Em 2019, o governo do Chile iniciou o processo de redação de uma nova proposta de Constituição para o país. Após três votações, procedimento necessário para a mudança constitucional, a proposta da nova Constituição desenvolvida pelo atual governo foi rejeitada por 62% da população em setembro de 2022 (BBC, 2019; 2022). Assim, será mantida a Constituição de 1980, redigida durante o regime ditatorial comandado pelo general Augusto Pinochet e que possui diversas críticas em relação a sua capacidade de garantia dos direitos sociais, principalmente por ter sido pensada como um instrumento para garantir “os ideais da apolítica, da eficiência tecnocrática, do anticomunismo e da economia do laissez-faire que o regime militar de Pinochet acabava de implementar” (Couso, 2019).
Dessa forma, segundo Couso (2019), a Constituição de 1980 traz para o contexto jurídico a ideia de que o Estado não deve intervir na economia, assim seu papel é reduzido a apenas fornecer aquilo que o mercado não é capaz de oferecer de modo eficiente.
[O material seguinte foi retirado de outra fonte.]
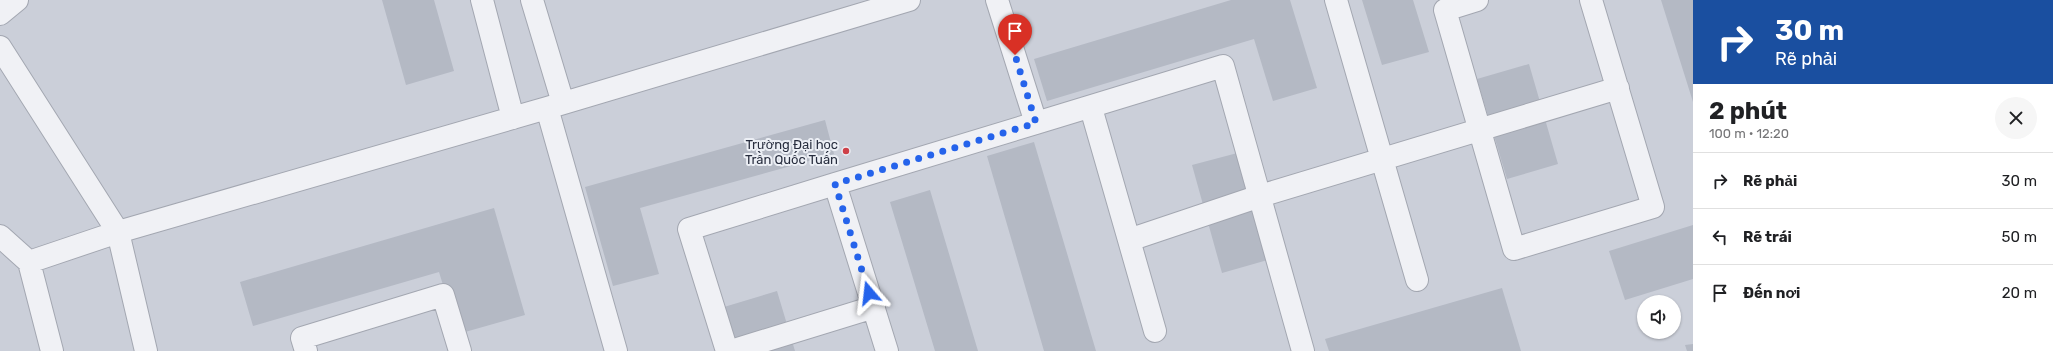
<!DOCTYPE html>
<html lang="vi">
<meta charset="utf-8">
<style>
body{margin:0;font-family:Rubik,sans-serif;background:#f6f6f6;color:#202124;height:100vh;display:flex;flex-direction:column;font-size:15px;white-space:nowrap}
*{box-sizing:border-box;margin:0}
p{font-size:13px;color:#757577}
.icon{flex:none;width:22px;height:22px;fill:none;stroke:currentColor;stroke-width:2;stroke-linecap:round;stroke-linejoin:round}
.map{position:relative;flex:1;overflow:hidden}
.drawer{display:flex;flex-direction:column;background:#fff;width:360px}
.drawer>*{flex:none}
.hud{background:#1a4fa0;color:#fff;overflow:hidden}
.buttons{position:absolute;left:1637px;top:295px;display:grid;gap:8px}
.buttons a{display:grid;place-items:center;width:44px;height:44px;border-radius:50%;background:#fff;box-shadow:0 1px 3px #0004;font-size:20px}
.pin{position:absolute;display:grid;place-items:center;width:34px;height:34px;color:#fff;margin:-41px -17px;border-radius:50% 50% 50% 0;rotate:-45deg;box-shadow:0 0 4px #0007}
.pin .icon{rotate:45deg}
.me{position:absolute;width:44px;margin:-22px;rotate:343deg;stroke-linejoin:round;filter:drop-shadow(0 0 3px #0008)}
.turn{display:flex;align-items:center;gap:14px;height:84px;padding:0 16px;font-size:18px}
.turn .icon{width:52px;height:52px;stroke-width:2.5}
.turn b{display:block;font-size:28px;line-height:34px}
.round{display:grid;place-items:center;flex:none;width:42px;height:42px;border-radius:21px;background:#f6f6f6}
.overview{display:flex;align-items:center;justify-content:space-between;height:68px;padding:0 16px}
h1{font-size:24px;font-weight:700;line-height:30px}
ul{padding:0;list-style:none}
li{display:flex;align-items:center;gap:12px;height:56px;padding:0 16px;border-top:1px solid #e0e0e0}
li div{flex:1}
li b{display:block;font-size:15px}
li em{font-style:normal}
main{display:flex;flex:1;min-height:0}
.map>svg:first-child{display:block}
.built{fill:#cbcfd9;fill-rule:evenodd}
.building{fill:#b4b9c4}
.lines{fill:none;stroke-linecap:round;stroke-linejoin:round}
.minor-casing{stroke:#a3a7b1;stroke-width:24}
.minor{stroke:#f0f1f5;stroke-width:22}
.route{stroke:#2563eb;stroke-width:7;stroke-dasharray:0 12.6}
.poi-dot{fill:#ce4048;stroke:#eceff5;stroke-width:1.5}
.labels{text-anchor:middle;dominant-baseline:central;stroke-width:4;stroke-linejoin:round;paint-order:stroke}
.poi-label{font-size:13px;fill:#272d3e;stroke:#eceff5;text-anchor:end}
</style>
<main>
<div class="map">
<svg width="1693" height="351" viewBox="0 0 1693 351">
<rect width="100%" height="100%" fill="#dde0e7"/>
<path class="built" d="M 0,0 L 1693,0 L 1693,351 L 0,351 ZM 1644,302 L 1674,302 L 1674,332 L 1644,332 Z"/>
<path class="building" d="M 382,0 L 434,0 L 454,71 L 406,85 Z
M 1231,0 L 1290,0 L 1317,88 L 1273,101 L 1254,39 L 1047,101 L 1034,59 Z
M 1362,0 L 1413,0 L 1429,52 L 1382,65 Z
M 1661,0 L 1693,0 L 1693,102 Z
M 1529,64 L 1558,164 L 1507,179 L 1477,79 Z
M 825,120 L 834,154 L 640,208 L 659,274 L 613,286 L 585,187 Z
M 1034,142 L 1096,351 L 1044,351 L 987,156 Z
M 1245,151 L 1275,258 L 1222,273 L 1192,165 Z
M 930,190 L 978,351 L 935,351 L 890,202 Z
M 494,208 L 525,315 L 458,334 L 439,272 L 253,326 L 240,282 Z
M 1693,225 L 1693,279 L 1625,300 L 1609,251 Z
M 1502,288 L 1521,351 L 1329,351 L 1325,339 Z
M 777,291 L 795,351 L 737,351 L 724,307 Z
M 1693,344 L 1693,351 L 1687,351 L 1685,345 Z"/>
<g class="lines">
<g class="minor-casing">
<path id="minor" d="M 482,0 L 513,118
M 532,0 L 563,103
M 997,0 L 1036,123 L 1223,66 L 1303,351
M 1336,0 L 1417,280
M 1477,0 L 1445,10 L 1514,249 L 1653,207 L 1591,0
M 0,14 L 17,0
M 0,47 L 118,232 L 146,351
M 547,108 L 616,351
M 1091,108 L 1129,240 L 1260,196 L 1618,88
M 835,184 L 1036,123
M 0,236 L 29,262 L 118,232 L 547,108 L 909,0
M 1129,240 L 1155,331
M 29,262 L 52,351
M 306,351 L 302,338 L 443,295 L 460,351
M 727,351 L 689,229 L 835,184 L 887,351
M 731,351 L 874,307"/>
</g>
<use href="#minor" class="minor"/>
</g>
<g class="lines">
<path class="route" d="M 869,293 L 835,184 L 1036,123 L 1015,55"/>
</g>
<circle class="poi-dot" cx="846" cy="151" r="4"/>
<g class="labels">
<g class="poi-label">
<text x="838" y="144">Trường Đại học<tspan x="838" dy="15">Trần Quốc Tuấn</tspan></text>
</g>
</g>
</svg>
<div class="buttons">
<a><svg class="icon" aria-label="sound" viewBox="0 0 24 24"><path d="M4 9h4l5-4v14l-5-4H4zM17 9q2 3 0 6"/></svg></a>
</div>
<div class="pin" style="left:1015px;top:55px;background:#d93025"><svg class="icon" aria-label="arrive" viewBox="0 0 24 24"><path d="M6 21V4h12l-3 4 3 4H6"/></svg></div>
<svg class="me" style="left:869px;top:293px" viewBox="-20 -20 40 40"><path d="M0-17L14 15 0 8-14 15z" fill="#2563eb" stroke="#fff" stroke-width="4"/></svg>
</div>
<section class="drawer">
<div class="hud">
<div class="turn"><svg class="icon" aria-label="right" viewBox="0 0 24 24"><path d="M7 20v-9h11M14 6l5 5-5 5"/></svg><div><b>30 m</b>Rẽ phải</div></div>
</div>
<div class="overview"><div><h1>2 phút</h1><p>100 m · 12:20</p></div><a class="round"><svg class="icon" aria-label="close" viewBox="0 0 24 24"><path d="M6 6l12 12M18 6L6 18"/></svg></a></div>
<ul>
<li><svg class="icon" aria-label="right" viewBox="0 0 24 24"><path d="M7 20v-9h11M14 6l5 5-5 5"/></svg><div><b>Rẽ phải</b></div><em>30 m</em></li>
<li><svg class="icon" aria-label="left" viewBox="0 0 24 24"><path d="M17 20v-9H6M10 6l-5 5 5 5"/></svg><div><b>Rẽ trái</b></div><em>50 m</em></li>
<li><svg class="icon" aria-label="arrive" viewBox="0 0 24 24"><path d="M6 21V4h12l-3 4 3 4H6"/></svg><div><b>Đến nơi</b></div><em>20 m</em></li>
</ul>
</section>
</main>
No caso da constituição, ficou como obrigação para o Estado chileno fornecer apenas as condições necessárias para que o mercado funcione, enquanto este exerce o papel de suprir desde as necessidades mais básicas da sociedade, como os serviços de saúde, o sistema de pensões, o sistema educacional, o sistema de transportes, entre outros serviços públicos.
Tendo isso em vista, os pontos que causam mais controvérsia na Constituição chilena são: ter sido redigida durante um regime ditatorial, sendo considerada de origem ilegítima por grande parte da população do país; a sua rigidez, que dificulta a reforma ou alteração da carta constituinte, contribuindo para a permanência de questões como o direito à seguridade social e liberdade de educação igual a quando foi redigida; finalmente, a instituição de um Estado Subsidiário, “que se limita apenas ao monitoramento ou supervisão de como os indivíduos/mercados fornecem esses direitos” (BBC, 2019). Quais seriam as consequências de algumas propostas da Constituição rejeitada para a sociedade chilena? (A partir desse ponto, serão usados dados da realidade brasileira para exemplificar os possíveis impactos que seriam gerados, com o intuito de facilitar a exposição.)
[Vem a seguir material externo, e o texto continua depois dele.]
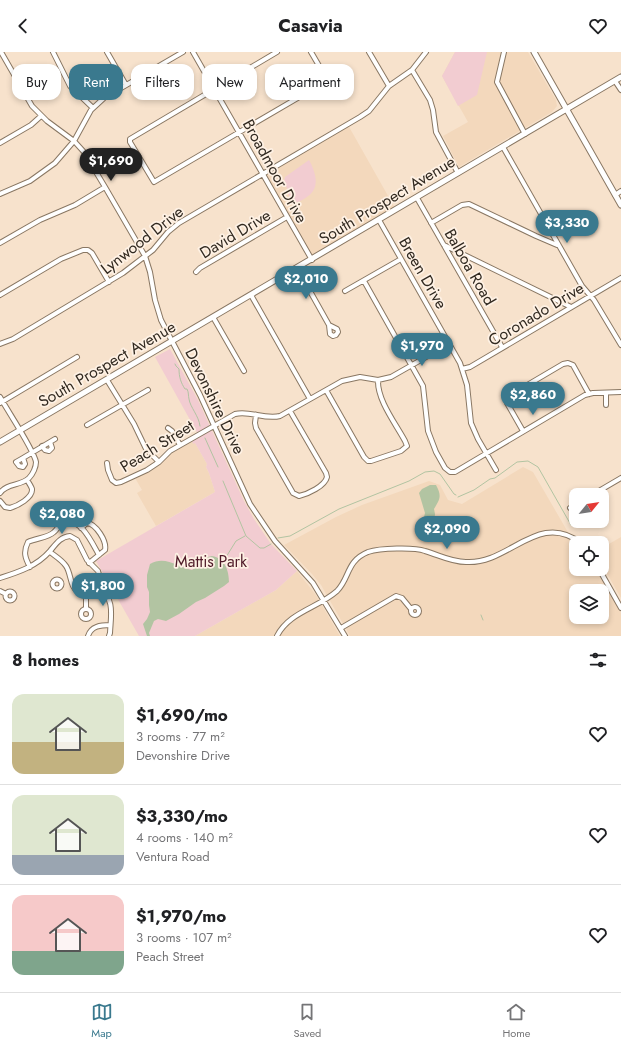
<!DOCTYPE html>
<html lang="en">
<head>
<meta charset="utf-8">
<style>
  body { margin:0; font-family:Jost,sans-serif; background:#f6f6f6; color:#202124; height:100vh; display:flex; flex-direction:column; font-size:15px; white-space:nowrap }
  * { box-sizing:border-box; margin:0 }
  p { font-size:13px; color:#757577 }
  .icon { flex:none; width:22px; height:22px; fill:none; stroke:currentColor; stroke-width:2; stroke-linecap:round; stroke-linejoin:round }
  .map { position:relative; height:584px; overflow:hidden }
  .drawer { display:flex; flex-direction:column; background:#fff; flex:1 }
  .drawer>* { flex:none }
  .top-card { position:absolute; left:12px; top:12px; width:400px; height:36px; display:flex; gap:8px }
  .needle { width:26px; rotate:60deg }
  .fabs { position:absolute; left:569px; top:436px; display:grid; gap:8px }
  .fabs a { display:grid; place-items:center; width:40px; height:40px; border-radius:8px; background:#fff; box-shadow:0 2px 6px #0003; font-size:20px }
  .price { position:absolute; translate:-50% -34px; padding:0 9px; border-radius:14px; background:#3a798e; color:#fff; font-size:13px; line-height:26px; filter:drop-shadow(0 1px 2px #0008) }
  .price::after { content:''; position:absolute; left:50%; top:24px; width:12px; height:9px; margin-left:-6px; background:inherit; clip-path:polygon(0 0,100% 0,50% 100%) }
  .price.active { background:#222; color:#fff }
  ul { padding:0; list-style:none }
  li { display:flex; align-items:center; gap:12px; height:100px; padding:0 12px }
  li+li { border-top:1px solid #e0e0e0 }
  li span { display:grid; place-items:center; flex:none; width:112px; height:80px; border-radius:12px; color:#555 }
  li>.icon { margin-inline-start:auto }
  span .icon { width:48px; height:48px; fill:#fffc; stroke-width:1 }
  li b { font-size:17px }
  h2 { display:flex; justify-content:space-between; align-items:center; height:48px; padding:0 12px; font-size:17px }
  .pill { padding:0 14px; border-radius:12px; background:#fff; box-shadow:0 2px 6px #0003; font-size:14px; line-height:36px }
  .pill.active { background:#3a798e; color:#fff }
  header { display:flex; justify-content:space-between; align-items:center; height:52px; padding:0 12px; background:#fff; font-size:18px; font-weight:700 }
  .tab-bar { display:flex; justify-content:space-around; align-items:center; height:56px; border-top:1px solid #e0e0e0; background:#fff; font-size:11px; color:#757577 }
  .tab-bar a { display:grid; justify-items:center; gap:2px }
  .tab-bar .active { color:#3a798e }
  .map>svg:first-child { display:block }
  .built { fill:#f3d8bc; fill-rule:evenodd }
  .green { fill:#f2ccd1 }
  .water { fill:#b2c4a2 }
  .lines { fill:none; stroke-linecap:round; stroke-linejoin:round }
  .stream { stroke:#b2c4a2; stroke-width:1 }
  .minor-casing { stroke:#897763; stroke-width:6 }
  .major-casing { stroke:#897763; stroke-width:7 }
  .minor { stroke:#fff; stroke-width:4 }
  .major { stroke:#fff; stroke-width:5 }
  .labels { text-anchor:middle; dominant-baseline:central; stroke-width:3.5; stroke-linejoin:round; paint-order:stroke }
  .street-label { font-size:16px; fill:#312920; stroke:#fef1e4 }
  .park-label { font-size:16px; fill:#4f1a28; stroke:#fef1e4 }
</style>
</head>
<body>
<header><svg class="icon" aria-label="back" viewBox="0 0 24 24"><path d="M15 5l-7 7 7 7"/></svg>Casavia<svg class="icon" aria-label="heart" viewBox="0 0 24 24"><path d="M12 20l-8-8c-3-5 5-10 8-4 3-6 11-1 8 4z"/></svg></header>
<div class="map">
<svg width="621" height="584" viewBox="0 0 621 584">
  <rect width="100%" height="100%" fill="#f7e2cc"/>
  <path class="built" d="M 455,0 L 528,0 L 556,48 L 557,54 L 552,60 L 459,115 L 443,84 L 468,70 L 442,24 Z
    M 348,73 L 396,158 L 312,206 L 265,123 Z
    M 199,385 L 195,391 L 207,412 L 206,415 L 209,421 L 215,440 L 156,474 L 137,441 L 142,438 L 135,426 L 157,414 L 171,401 Z
    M 523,415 L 533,420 L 576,494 L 576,517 L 596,517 L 621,561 L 621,584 L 350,584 L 321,533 L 312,522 L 284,493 L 336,465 L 362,453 L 429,429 L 440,433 L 448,448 L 462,452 ZM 576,539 L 602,539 L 602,565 L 576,565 Z
    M 621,485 L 621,546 L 602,513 L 602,496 Z
    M 297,519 L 316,543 L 340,584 L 195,584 L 276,538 Z"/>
  <path class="green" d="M 455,0 L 487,0 L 477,43 L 458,54 L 442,24 Z
    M 309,108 C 314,117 319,130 313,139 C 309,145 300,149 294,152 L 287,140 L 288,139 L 284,129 L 285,125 Z
    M 170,297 L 198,348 L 244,449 L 254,467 L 271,492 L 297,519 L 276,538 L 195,584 L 139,584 L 96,509 L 215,440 L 209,421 L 206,415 L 207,412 L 195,391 L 193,392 L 192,388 L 199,384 L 155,305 Z"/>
  <path class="water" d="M 430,433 L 436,433 C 442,444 440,447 434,457 L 435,462 L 434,472 L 430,474 L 426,474 L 423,469 L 425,461 L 419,441 L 422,437 Z
    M 212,504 C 225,506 229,519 229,530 L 224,534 L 205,546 L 196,550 L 179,562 L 166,569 L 158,567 L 154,569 L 149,581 L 150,584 L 147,584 L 143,572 L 147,567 L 150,560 L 149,553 L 149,540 L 147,535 L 147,523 L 150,512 C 166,503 178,516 192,518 C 201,513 200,506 212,504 Z"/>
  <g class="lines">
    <path class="stream" d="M 175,312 L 176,314 L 179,317 C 179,325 181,331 185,337 L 187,337 C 189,341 188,343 189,347 C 190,355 199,364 200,374
      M 205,386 L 218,415
      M 223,429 L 246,484 L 260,496 L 264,496 L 271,492
      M 458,445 L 474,438 L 490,427 L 495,426 L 517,410 L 528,409 L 538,415 L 571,473
      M 278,486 L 290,484 L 339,457 L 409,429 L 425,420 L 434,419 L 440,422 L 454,442 L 456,443
      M 223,510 L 236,489 L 245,484
      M 481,563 L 483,568"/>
    <g class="minor-casing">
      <path id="minor" d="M 1,0 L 32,54 L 47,69 L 74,89 L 84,100 L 105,135 L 145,204 L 150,220 L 155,248 L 161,268 L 200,343 L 250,452 L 275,489 L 313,531 L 345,584
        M 53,0 L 70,34 L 93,56
        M 107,0 L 126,33
        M 193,0 L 312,208
        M 277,0 L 130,87 L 130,90 L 154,130 L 325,30 L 326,27 L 325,24 L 311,0
        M 369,0 L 389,34
        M 504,0 L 497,30 L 525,82
        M 412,18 L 430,48 L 433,58 L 436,80 L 458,121
        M 615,29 L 621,38
        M 0,91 L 31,73 L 41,64
        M 503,95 L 582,234 L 594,248 L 621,293
        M 0,142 L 30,129 L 55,111 L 74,89 L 91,58 L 104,46 L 183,0
        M 615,143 L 621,139
        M 417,146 L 502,295
        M 379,168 L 460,311 L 467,333 L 471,371 L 478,387 L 496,418
        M 431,171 L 462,153 L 469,152 L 536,184 L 557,193
        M 0,191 L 40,168 L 75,153 L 105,135
        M 444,193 L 571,255
        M 297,216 L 329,273
        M 196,220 L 200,216 L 287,165
        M 364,229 L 423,334 L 428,379 L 436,400 L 445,416 L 450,420 L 455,420 L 585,343 L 593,341 L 621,340
        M 345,239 L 401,207
        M 0,243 L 61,207 L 83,198 L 88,198 L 92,201 L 109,230
        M 251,243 L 310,347
        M 213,265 L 244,319
        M 329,273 L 337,277 L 338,280 L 336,283 L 333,284 L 330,282 Z
        M 0,292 L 13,287 L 123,221 L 153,198 L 168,180 L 179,171 L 360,65 L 369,59 L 389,34 L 412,18 L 426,0
        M 462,317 L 470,315 L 621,226
        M 107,328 L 134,372 L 146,397 L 159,410
        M 326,338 L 364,405 L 368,409 L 371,409 L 401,399 L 407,394 L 405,389 C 396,372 377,348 378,328
        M 606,341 L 606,353
        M 0,345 C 7,358 34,398 36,410 C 36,415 33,422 29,426 C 21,434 7,431 0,441
        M 0,351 L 77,305
        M 256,363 L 255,371 L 256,376 L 293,441 L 299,444 C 308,442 325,434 327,425 L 326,421 L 290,359
        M 87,373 L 148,338
        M 168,376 L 172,379 L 180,393
        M 523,379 L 507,351 L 506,347 L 507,345 L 563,312 L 568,311 L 573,313 L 589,342
        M 42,394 L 45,398 L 49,399 L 52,396 L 50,390
        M 23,406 L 55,387
        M 23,406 L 25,412 L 23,415 L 19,414 L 16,410 Z
        M 107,411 L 108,418 L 112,428 L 116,431 L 121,430 L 147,418 L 159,410 L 170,399 L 235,362 C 250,358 264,368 280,364 L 342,329 L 360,325 L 378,328 L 391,325 L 449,292
        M 592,443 L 621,426
        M 0,449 L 5,455 L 10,456 C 17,454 33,446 32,437 C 31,434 29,431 27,428
        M 570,456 L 576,452
        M 81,476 L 87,471 C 96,472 107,489 105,498 L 89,511
        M 30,515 C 25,506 23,500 28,490 C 36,486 48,486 54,480 C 58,477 58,473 63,471 C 80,463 92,491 99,503
        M 599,517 L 621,556
        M 0,526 C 19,520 37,514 50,499 C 56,492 60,485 70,484 L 77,488 L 87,508 L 98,519 L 100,526 L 99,534 C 93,542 79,546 73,534 C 70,528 70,520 66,514 C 62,508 55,504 50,500
        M52.5 532a4.5 4.5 0 1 1 9 0a4.5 4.5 0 1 1-9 0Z
        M 99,534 C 115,549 111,561 110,581 L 109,584
        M 0,539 L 6,542
        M5.5 544a4.5 4.5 0 1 1 9 0a4.5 4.5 0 1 1-9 0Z
        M411 559a4 4 0 1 1 8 0a4 4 0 1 1-8 0Z
        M 86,557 L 86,542
        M81 562a5 5 0 1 1 10 0a5 5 0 1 1-10 0Z
        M 341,576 L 396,544 L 402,546 L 411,557
        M 88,584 C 91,574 101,573 110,573
        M 277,584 C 289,560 318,556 337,539 C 350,526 346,509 368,500 C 380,496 414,495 425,499 C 439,503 451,510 466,510 C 509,513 538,458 581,491"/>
    </g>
    <g class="major-casing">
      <path id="major" d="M 534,0 L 621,153
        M 0,390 L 621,25"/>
    </g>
    <use href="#minor" class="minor"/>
    <use href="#major" class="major"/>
  </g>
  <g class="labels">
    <g class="street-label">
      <text transform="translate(275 119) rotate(61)">Broadmoor Drive</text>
      <text transform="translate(387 148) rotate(-31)">South Prospect Avenue</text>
      <text transform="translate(235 182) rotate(-31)">David Drive</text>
      <text transform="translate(142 188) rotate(-38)">Lynwood Drive</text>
      <text transform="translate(470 215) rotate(60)">Balboa Road</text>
      <text transform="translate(423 221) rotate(60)">Breen Drive</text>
      <text transform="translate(536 262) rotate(-31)">Coronado Drive</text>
      <text transform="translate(107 312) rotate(-30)">South Prospect Avenue</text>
      <text transform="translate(215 349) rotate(64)">Devonshire Drive</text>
      <text transform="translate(157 394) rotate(-32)">Peach Street</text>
    </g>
    <g class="park-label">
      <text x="211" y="509">Mattis Park</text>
    </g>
  </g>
</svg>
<div class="fabs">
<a><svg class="needle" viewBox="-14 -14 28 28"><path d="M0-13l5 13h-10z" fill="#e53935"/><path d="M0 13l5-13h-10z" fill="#757577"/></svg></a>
<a><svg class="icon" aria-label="locate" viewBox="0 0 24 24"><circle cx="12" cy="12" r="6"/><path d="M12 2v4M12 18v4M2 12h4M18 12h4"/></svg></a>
<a><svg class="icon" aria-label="layers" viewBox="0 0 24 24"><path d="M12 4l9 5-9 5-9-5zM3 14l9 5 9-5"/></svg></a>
</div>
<b class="price active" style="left:111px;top:130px">$1,690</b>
<b class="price" style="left:567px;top:192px">$3,330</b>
<b class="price" style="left:306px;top:248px">$2,010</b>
<b class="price" style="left:422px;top:315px">$1,970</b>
<b class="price" style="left:533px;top:364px">$2,860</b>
<b class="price" style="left:62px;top:483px">$2,080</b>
<b class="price" style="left:447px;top:498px">$2,090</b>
<b class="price" style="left:103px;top:555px">$1,800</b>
<div class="top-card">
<a class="pill">Buy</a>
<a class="pill active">Rent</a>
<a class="pill">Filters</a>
<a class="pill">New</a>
<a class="pill">Apartment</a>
</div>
</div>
<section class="drawer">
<h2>8 homes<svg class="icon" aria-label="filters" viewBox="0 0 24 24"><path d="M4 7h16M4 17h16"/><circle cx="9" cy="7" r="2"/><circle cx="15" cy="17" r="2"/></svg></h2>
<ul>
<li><span style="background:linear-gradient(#dfe7d0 60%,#c2b280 0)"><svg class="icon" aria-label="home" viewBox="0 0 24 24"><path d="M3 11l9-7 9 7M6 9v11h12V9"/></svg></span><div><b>$1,690/mo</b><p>3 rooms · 77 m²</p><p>Devonshire Drive</p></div><svg class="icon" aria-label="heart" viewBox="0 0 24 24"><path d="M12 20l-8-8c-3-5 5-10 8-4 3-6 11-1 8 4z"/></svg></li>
<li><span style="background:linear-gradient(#dfe7d0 75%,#9aa5b1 0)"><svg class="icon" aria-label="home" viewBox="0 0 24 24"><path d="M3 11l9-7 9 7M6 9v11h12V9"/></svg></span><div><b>$3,330/mo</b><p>4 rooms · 140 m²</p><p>Ventura Road</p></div><svg class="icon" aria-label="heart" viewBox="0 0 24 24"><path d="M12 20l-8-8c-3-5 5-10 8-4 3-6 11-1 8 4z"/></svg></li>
<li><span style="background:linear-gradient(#f6c9c9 70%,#7fa58c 0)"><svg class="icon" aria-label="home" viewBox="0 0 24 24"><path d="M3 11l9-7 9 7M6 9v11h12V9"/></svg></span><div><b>$1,970/mo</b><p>3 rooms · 107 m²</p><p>Peach Street</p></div><svg class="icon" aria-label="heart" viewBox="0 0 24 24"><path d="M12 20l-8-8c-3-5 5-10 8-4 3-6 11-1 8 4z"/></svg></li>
</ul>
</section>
<nav class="tab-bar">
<a class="active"><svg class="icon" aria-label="map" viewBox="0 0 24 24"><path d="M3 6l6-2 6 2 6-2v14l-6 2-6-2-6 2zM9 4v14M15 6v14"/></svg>Map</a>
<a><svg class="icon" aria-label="saved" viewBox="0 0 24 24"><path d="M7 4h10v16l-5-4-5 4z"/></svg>Saved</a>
<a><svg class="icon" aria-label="home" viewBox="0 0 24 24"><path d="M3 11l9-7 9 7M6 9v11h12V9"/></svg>Home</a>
</nav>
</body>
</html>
- O Chile se tornaria um país com democracia paritária, ou seja, as mulheres deveriam ocupar no mínimo 50% de todos os órgãos do Estado, além de promover medidas para garantir a paridade de direito entre homens e mulheres (BBC, 2022).
Tomando o caso brasileiro como exemplo, em 2022, segundo a nota técnica do Observatório Nacional da Mulher na Política, a Câmara do Deputado é composta por 84,99% de homens e 15,01% de mulheres. Como exposto na Figura 1, isso significa que dos 513 assentos pleiteados, apenas 77 são ocupados por mulheres. Entretanto, de acordo com a democracia paritária, a Câmara deveria ser composta por pelo menos 257 mulheres, ou seja, seriam mais 180 deputadas do que a realidade brasileira atualmente.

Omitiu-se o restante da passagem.